This article discusses Git and demonstrates an example of a typical incorrect configuration.

General Information

When working with Git, upon writing ‘git push,’ it automatically sends all changes made in your project directory to the Git repository.

However, sometimes developers don’t want all files to be sent to the repository because some of them might contain sensitive data, such as login credentials, or perhaps a file is too large to be sent or unnecessary in the repository. In such cases, developers use .gitignore to prevent Git from tracking changes in these files or directories.

How it works: a developer creates a text file named .gitignore (without an extension) saved in the root of the repository. Each line in .gitignore is a pattern for files or directories they don’t want to send to the repository.
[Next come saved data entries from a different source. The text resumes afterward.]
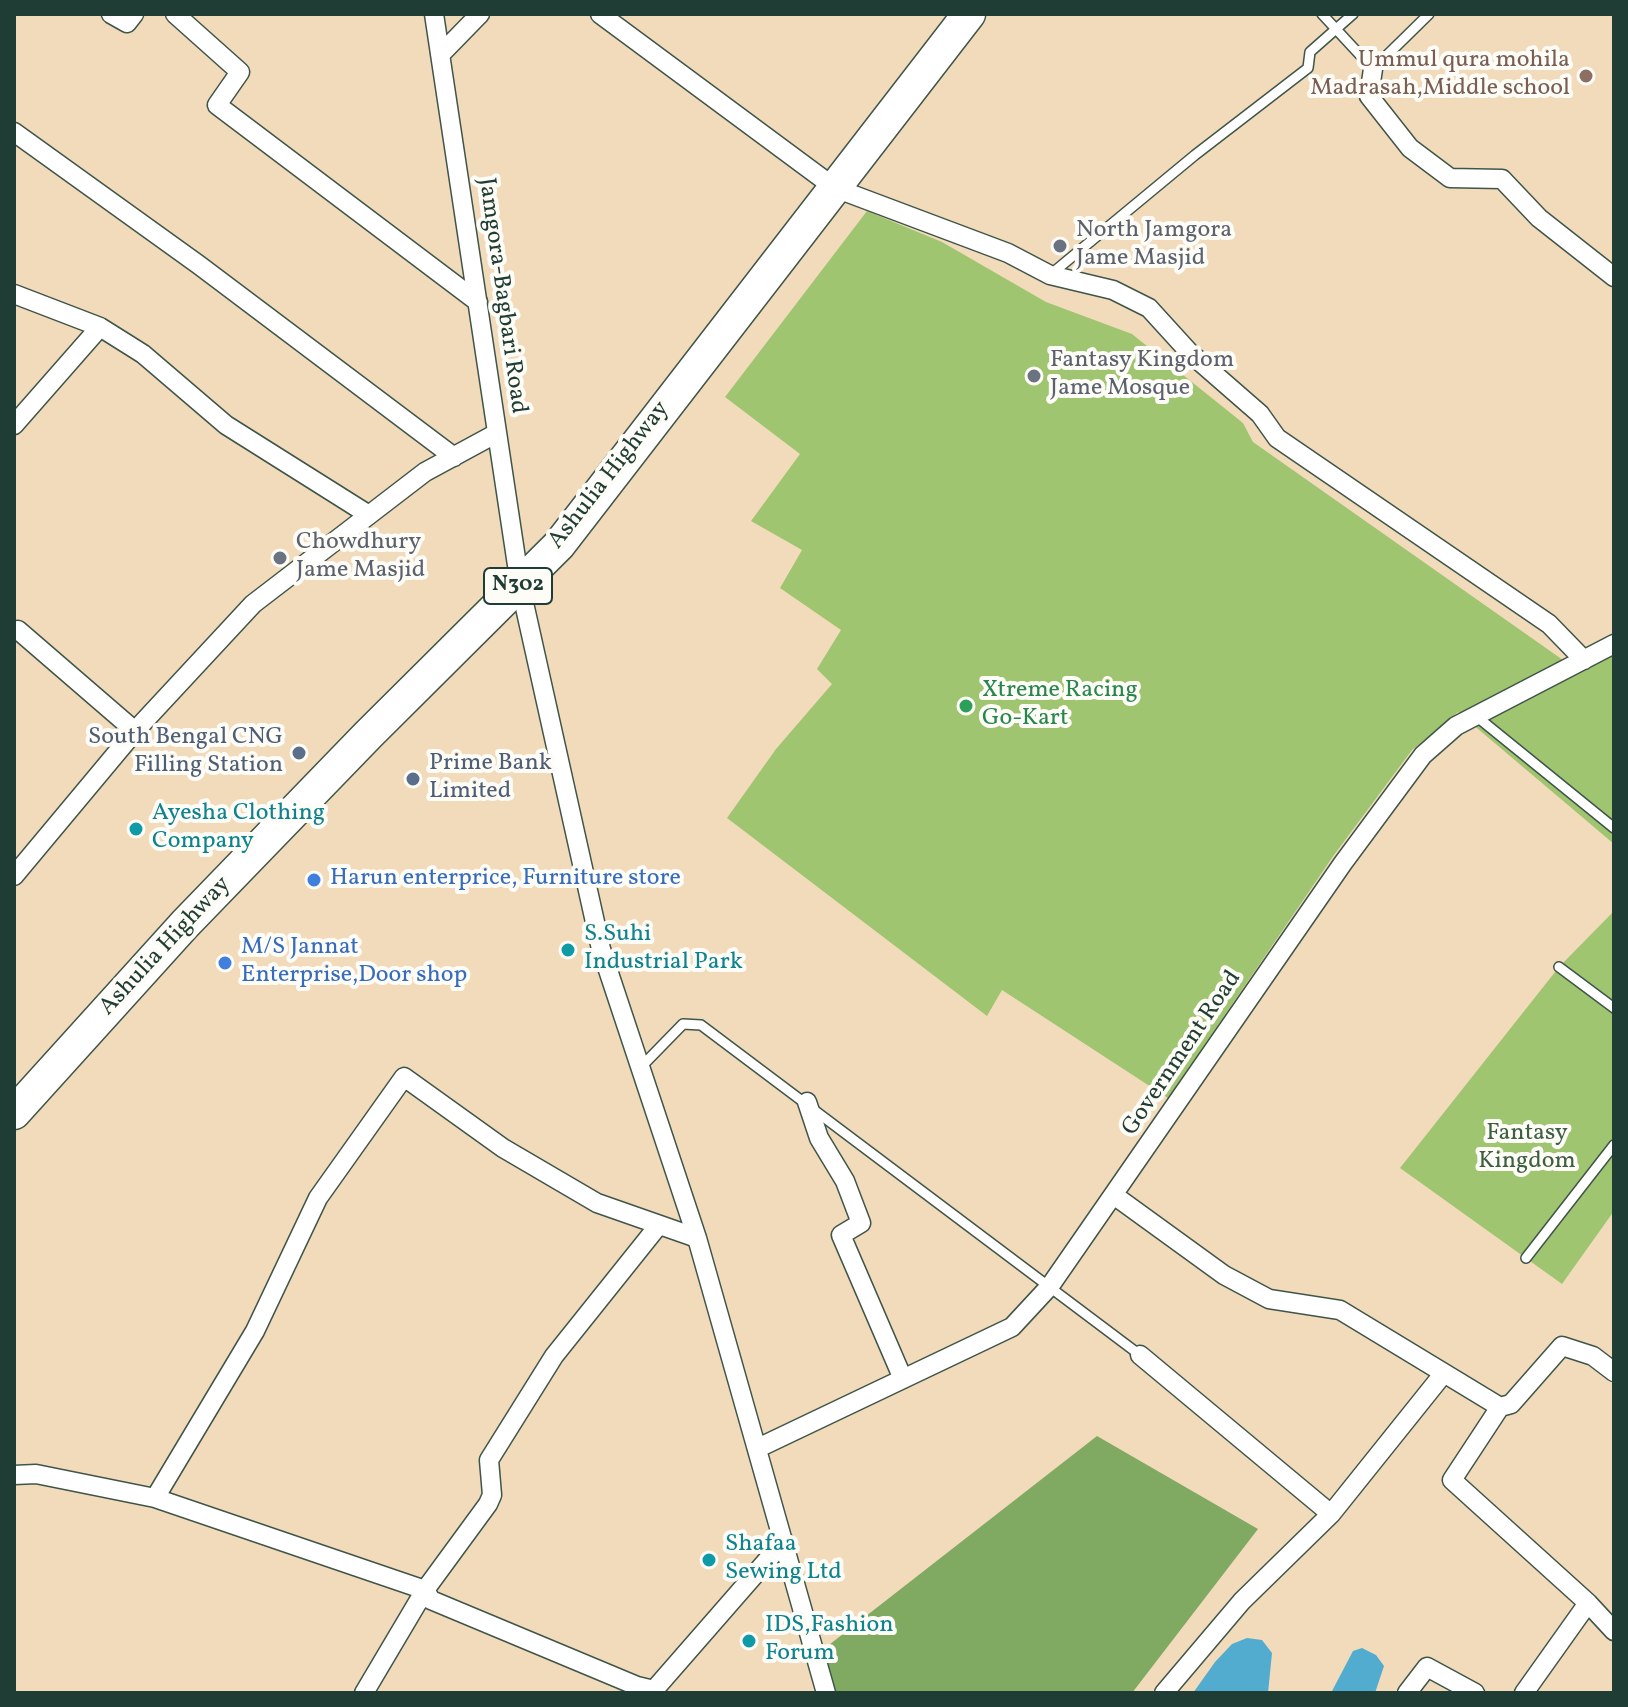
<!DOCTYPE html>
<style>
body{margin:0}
#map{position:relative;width:1628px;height:1707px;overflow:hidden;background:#f2dbbb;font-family:Vollkorn,serif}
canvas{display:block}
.frame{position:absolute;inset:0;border:16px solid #1f3d34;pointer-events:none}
</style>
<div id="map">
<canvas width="1628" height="1707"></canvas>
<div class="frame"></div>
</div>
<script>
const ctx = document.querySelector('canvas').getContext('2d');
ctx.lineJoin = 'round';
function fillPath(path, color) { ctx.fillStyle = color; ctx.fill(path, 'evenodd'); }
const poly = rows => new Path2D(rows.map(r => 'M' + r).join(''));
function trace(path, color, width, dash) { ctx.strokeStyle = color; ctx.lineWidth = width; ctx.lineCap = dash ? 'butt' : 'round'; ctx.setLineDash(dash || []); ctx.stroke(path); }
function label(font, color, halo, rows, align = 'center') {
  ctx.font = font + ' Vollkorn,serif'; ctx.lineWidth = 8; ctx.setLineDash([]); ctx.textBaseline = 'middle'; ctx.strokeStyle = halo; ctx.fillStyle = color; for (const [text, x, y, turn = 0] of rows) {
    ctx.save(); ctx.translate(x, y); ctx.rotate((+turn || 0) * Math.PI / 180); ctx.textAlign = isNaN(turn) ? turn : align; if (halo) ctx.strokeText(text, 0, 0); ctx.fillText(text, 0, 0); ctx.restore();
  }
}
fillPath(poly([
 [867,211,942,242,1046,302,1132,334,1243,423,1253,442,1580,672,1614,655,1614,844,1458,712,1412,750,1334,855,1168,1098,1002,990,987,1016,727,818,776,749,832,684,817,669,841,630,780,588,802,550,751,521,800,454,725,397],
 [1614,911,1614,1211,1562,1284,1400,1168,1559,967]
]), '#a0c570');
fillPath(poly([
 [1097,1436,1258,1529,1132,1693,826,1693,816,1655]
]), '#80aa62');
fillPath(poly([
 [1247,1638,1262,1640,1272,1653,1268,1693,1193,1693,1215,1662,1232,1644],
 [1362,1648,1376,1655,1384,1666,1375,1693,1331,1693,1353,1651]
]), '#52accf');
const lane = poly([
 [1322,14,1373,69,1429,14],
 [1050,275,1195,155,1308,68,1310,52,1353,14],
 [1476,716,1614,828],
 [1559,967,1614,1008],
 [641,1067,683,1024,701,1025,1140,1355],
 [1526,1258,1614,1145]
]);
const street = poly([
 [111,14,127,23,134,14],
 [175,14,240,72,217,105,478,302],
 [434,14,520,585,601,949,697,1238,826,1693],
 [600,14,835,188,1008,253,1050,275,1113,290,1149,308,1190,353,1260,414,1277,438,1549,624,1584,660],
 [440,55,480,14],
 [1373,69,1369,96,1410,148,1450,178,1502,179,1539,218,1614,277],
 [14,132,199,265,454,457],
 [14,294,100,327,143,354,226,425,369,515],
 [14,425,100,327],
 [14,631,18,630,135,731],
 [14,876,135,731,253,604,425,472,497,433],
 [807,1102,819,1138,845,1181,861,1223,841,1235,903,1379],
 [1115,1196,1224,1275,1269,1299,1340,1310,1500,1407,1511,1404,1562,1346,1593,1356,1614,1372],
 [1140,1355,1331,1514],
 [1500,1407,1452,1480,1588,1603,1614,1631],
 [758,1448,1012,1327,1050,1286,1343,863,1423,755,1456,726,1614,644],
 [14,1475,36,1474,155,1498,255,1331,318,1198,404,1077,503,1148,597,1203,697,1238],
 [155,1498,425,1590,431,1600,637,1686,654,1690,784,1541],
 [364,1693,425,1590,488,1504,492,1495,489,1460,554,1356,658,1226],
 [1164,1693,1242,1601,1331,1514,1444,1373],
 [1407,1693,1427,1667,1475,1693],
 [1524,1693,1588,1603]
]);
const highway = poly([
 [14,1113,185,924,368,735,559,545,969,14]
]);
trace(lane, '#3f5548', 12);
trace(street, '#3f5548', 21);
trace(highway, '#3f5548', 35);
trace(lane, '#fff', 9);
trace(street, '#fff', 18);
trace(highway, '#fff', 32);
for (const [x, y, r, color] of [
 [1586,76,8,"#8d6e63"],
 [1060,246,8,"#6b7280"],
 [1034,376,8,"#6b7280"],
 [280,558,8,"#6b7280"],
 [966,706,8,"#2e9e5b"],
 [299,753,8,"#5c6f8a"],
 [413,779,8,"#5c6f8a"],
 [136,829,8,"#0f9aa8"],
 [314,880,8,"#3f7fe0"],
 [568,950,8,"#0f9aa8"],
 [225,963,8,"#3f7fe0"],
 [709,1560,8,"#0f9aa8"],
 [749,1641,8,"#0f9aa8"]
]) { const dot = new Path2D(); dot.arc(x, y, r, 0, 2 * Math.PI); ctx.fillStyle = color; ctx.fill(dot); trace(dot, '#fdfcf7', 3); }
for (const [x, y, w] of [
 [518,586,68]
]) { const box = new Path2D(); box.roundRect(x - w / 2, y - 18, w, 36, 6); ctx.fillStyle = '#fdfcf7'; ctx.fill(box); trace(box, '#1f3d34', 2); }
label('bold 22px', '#1f3d34', null, [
 ["N302",518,586]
]);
label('24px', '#785e54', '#fdfcf7', [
 ["Ummul qura mohila",1570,62],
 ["Madrasah,Middle school",1570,90]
], 'right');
label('24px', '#5b616d', '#fdfcf7', [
 ["North Jamgora",1076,232],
 ["Jame Masjid",1076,260],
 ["Fantasy Kingdom",1050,362],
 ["Jame Mosque",1050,390],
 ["Chowdhury",296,544],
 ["Jame Masjid",296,572]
], 'left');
label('24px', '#1f3d34', '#fdfcf7', [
 ["Jamgora-Bagbari Road",501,296,82],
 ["Ashulia Highway",610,476,-52],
 ["Ashulia Highway",166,947,-47],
 ["Government Road",1183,1054,-56]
]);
label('24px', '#27864d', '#fdfcf7', [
 ["Xtreme Racing",982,692],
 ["Go-Kart",982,720]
], 'left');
label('24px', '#4e5e75', '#fdfcf7', [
 ["South Bengal CNG",283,739],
 ["Filling Station",283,767],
 ["Prime Bank",429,765,"left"],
 ["Limited",429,793,"left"]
], 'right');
label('24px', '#0d838f', '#fdfcf7', [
 ["Ayesha Clothing",152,815],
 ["Company",152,843],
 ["S.Suhi",584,936],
 ["Industrial Park",584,964],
 ["Shafaa",725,1546],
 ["Sewing Ltd",725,1574],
 ["IDS,Fashion",765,1627],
 ["Forum",765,1655]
], 'left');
label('24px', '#366cbe', '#fdfcf7', [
 ["Harun enterprice, Furniture store",330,880],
 ["M/S Jannat",241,949],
 ["Enterprise,Door shop",241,977]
], 'left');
label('24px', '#3f5f43', '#fdfcf7', [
 ["Fantasy",1527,1135],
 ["Kingdom",1527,1163]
]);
</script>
Yet, the absence of proper protection for such a file can lead to serious problems for a company or organization.

Detecting this issue

If file and directory enumeration tools are permitted, you can use dirsearch or any other tool with a reliable word list.

But if automated tools aren’t allowed, you can simply navigate to or similar paths like .git/config, .git/HEAD, .git/logs/HEAD, .git/index.
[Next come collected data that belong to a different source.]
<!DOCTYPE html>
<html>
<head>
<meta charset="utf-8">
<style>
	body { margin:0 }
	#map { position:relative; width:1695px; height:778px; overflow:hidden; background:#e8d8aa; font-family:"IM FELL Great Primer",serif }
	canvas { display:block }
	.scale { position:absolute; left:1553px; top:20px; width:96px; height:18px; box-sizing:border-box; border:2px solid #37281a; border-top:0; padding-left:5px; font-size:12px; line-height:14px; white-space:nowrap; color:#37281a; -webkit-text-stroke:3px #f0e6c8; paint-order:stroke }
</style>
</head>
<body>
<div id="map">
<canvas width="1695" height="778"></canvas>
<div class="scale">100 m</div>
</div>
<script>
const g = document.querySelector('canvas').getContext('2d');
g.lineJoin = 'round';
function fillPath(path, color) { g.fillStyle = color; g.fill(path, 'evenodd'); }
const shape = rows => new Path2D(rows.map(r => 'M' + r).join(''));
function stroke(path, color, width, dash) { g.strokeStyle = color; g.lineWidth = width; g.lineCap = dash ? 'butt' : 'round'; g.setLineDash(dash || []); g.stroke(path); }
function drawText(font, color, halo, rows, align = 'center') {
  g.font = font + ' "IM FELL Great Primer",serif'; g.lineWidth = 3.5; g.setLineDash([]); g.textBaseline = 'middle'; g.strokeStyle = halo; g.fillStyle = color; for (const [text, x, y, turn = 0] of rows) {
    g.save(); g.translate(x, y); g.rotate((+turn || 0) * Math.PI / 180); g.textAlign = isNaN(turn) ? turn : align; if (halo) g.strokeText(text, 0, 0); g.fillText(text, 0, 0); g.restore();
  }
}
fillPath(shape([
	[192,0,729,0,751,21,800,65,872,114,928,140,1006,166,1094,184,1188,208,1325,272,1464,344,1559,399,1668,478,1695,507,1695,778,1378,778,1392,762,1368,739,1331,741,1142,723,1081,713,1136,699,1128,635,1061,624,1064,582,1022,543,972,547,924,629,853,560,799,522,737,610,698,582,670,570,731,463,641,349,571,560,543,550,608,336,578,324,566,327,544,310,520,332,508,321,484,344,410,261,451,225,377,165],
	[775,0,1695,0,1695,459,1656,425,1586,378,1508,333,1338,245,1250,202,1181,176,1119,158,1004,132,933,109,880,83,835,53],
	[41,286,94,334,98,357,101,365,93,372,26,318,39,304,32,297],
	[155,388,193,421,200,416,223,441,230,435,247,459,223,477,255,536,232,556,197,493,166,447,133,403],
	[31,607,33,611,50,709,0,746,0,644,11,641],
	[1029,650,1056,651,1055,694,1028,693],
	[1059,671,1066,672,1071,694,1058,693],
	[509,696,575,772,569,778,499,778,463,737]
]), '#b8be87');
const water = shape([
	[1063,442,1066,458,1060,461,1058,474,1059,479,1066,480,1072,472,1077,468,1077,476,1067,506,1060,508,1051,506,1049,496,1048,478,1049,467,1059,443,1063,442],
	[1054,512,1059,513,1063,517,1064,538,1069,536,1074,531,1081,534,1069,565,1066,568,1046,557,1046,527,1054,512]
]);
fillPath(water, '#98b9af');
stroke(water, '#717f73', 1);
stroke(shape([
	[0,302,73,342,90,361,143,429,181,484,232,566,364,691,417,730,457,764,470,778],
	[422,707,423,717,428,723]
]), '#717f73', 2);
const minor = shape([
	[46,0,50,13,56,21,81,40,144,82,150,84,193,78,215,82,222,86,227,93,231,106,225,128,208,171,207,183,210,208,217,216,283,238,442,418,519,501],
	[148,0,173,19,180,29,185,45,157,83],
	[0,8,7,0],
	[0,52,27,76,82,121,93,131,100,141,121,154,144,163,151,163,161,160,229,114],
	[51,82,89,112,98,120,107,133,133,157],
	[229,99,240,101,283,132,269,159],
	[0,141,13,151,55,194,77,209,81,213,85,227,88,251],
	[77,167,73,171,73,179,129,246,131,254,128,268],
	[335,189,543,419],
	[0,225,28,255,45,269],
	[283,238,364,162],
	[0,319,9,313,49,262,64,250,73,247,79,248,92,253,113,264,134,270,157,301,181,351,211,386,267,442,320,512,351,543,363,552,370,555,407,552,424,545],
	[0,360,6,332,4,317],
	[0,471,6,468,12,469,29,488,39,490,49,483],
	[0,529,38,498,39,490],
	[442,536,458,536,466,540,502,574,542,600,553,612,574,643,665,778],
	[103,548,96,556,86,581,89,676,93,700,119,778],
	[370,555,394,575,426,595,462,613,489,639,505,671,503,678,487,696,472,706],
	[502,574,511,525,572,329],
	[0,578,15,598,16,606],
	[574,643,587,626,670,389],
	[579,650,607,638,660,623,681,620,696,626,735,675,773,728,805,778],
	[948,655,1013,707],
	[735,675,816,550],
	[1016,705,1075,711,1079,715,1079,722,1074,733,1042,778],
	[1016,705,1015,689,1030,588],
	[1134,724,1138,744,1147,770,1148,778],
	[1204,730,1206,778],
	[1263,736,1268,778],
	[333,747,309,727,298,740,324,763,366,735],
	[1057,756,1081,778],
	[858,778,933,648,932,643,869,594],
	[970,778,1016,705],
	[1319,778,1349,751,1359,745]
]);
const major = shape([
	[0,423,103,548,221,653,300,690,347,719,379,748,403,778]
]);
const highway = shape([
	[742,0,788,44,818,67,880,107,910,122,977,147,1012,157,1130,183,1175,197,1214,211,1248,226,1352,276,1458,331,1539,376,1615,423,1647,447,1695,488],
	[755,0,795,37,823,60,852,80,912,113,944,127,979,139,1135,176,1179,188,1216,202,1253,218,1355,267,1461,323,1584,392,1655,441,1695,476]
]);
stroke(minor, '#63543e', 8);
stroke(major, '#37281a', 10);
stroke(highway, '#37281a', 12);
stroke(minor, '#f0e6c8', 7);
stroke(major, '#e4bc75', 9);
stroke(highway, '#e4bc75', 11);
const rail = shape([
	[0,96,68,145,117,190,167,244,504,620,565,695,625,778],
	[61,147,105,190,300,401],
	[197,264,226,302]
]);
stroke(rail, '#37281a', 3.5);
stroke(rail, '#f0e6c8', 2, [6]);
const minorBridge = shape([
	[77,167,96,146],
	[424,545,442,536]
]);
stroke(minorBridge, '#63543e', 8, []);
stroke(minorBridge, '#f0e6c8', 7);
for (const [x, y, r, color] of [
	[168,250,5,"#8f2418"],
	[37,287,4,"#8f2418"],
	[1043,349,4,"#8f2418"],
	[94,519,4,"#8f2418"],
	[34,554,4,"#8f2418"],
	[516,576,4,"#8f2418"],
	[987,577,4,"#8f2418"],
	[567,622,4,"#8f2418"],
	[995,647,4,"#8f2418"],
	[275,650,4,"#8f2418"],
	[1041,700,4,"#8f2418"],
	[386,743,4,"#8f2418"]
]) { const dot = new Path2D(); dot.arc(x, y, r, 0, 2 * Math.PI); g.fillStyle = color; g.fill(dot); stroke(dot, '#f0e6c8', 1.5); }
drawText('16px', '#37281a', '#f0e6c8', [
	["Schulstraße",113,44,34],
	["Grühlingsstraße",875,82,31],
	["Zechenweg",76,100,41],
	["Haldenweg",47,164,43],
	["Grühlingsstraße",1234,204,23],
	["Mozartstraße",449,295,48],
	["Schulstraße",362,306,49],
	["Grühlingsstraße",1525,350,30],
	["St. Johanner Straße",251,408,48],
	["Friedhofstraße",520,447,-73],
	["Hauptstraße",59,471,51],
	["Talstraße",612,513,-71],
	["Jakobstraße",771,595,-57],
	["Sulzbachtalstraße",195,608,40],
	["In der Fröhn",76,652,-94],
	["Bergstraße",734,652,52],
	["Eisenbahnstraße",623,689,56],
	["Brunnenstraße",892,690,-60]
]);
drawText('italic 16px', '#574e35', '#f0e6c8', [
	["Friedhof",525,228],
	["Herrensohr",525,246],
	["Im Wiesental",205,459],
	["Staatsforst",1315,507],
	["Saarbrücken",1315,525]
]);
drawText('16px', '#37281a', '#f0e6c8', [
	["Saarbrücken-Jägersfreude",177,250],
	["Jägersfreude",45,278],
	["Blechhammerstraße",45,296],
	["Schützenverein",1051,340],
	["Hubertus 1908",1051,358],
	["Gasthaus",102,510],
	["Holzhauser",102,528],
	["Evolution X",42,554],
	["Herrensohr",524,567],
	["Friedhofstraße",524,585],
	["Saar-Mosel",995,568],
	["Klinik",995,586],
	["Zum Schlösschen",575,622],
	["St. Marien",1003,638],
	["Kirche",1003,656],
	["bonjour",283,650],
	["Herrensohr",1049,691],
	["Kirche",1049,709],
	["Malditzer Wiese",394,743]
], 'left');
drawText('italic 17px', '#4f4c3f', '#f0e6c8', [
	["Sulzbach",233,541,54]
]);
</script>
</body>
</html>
The following screenshot shows an example of a publicly accessible .gitignore.


Analyzing paths and delving into files, I discovered a JSON file containing detailed login credentials for accessing the MySQL database.

Remote connection to MySQL was enabled, and I was able to access the database using these credentials.

Fixing the Issue

Rectifying the problem was rather straightforward; it simply required changing the file’s access permissions and ensuring it wasn’t publicly accessible.


Often, an application’s hidden content becomes accessible due to human error, negatively impacting system or organizational security. For similar reasons, I recommend dedicating more time to reconnaissance and exploring various endpoints of a website for a better understanding of its purpose and to uncover interesting areas.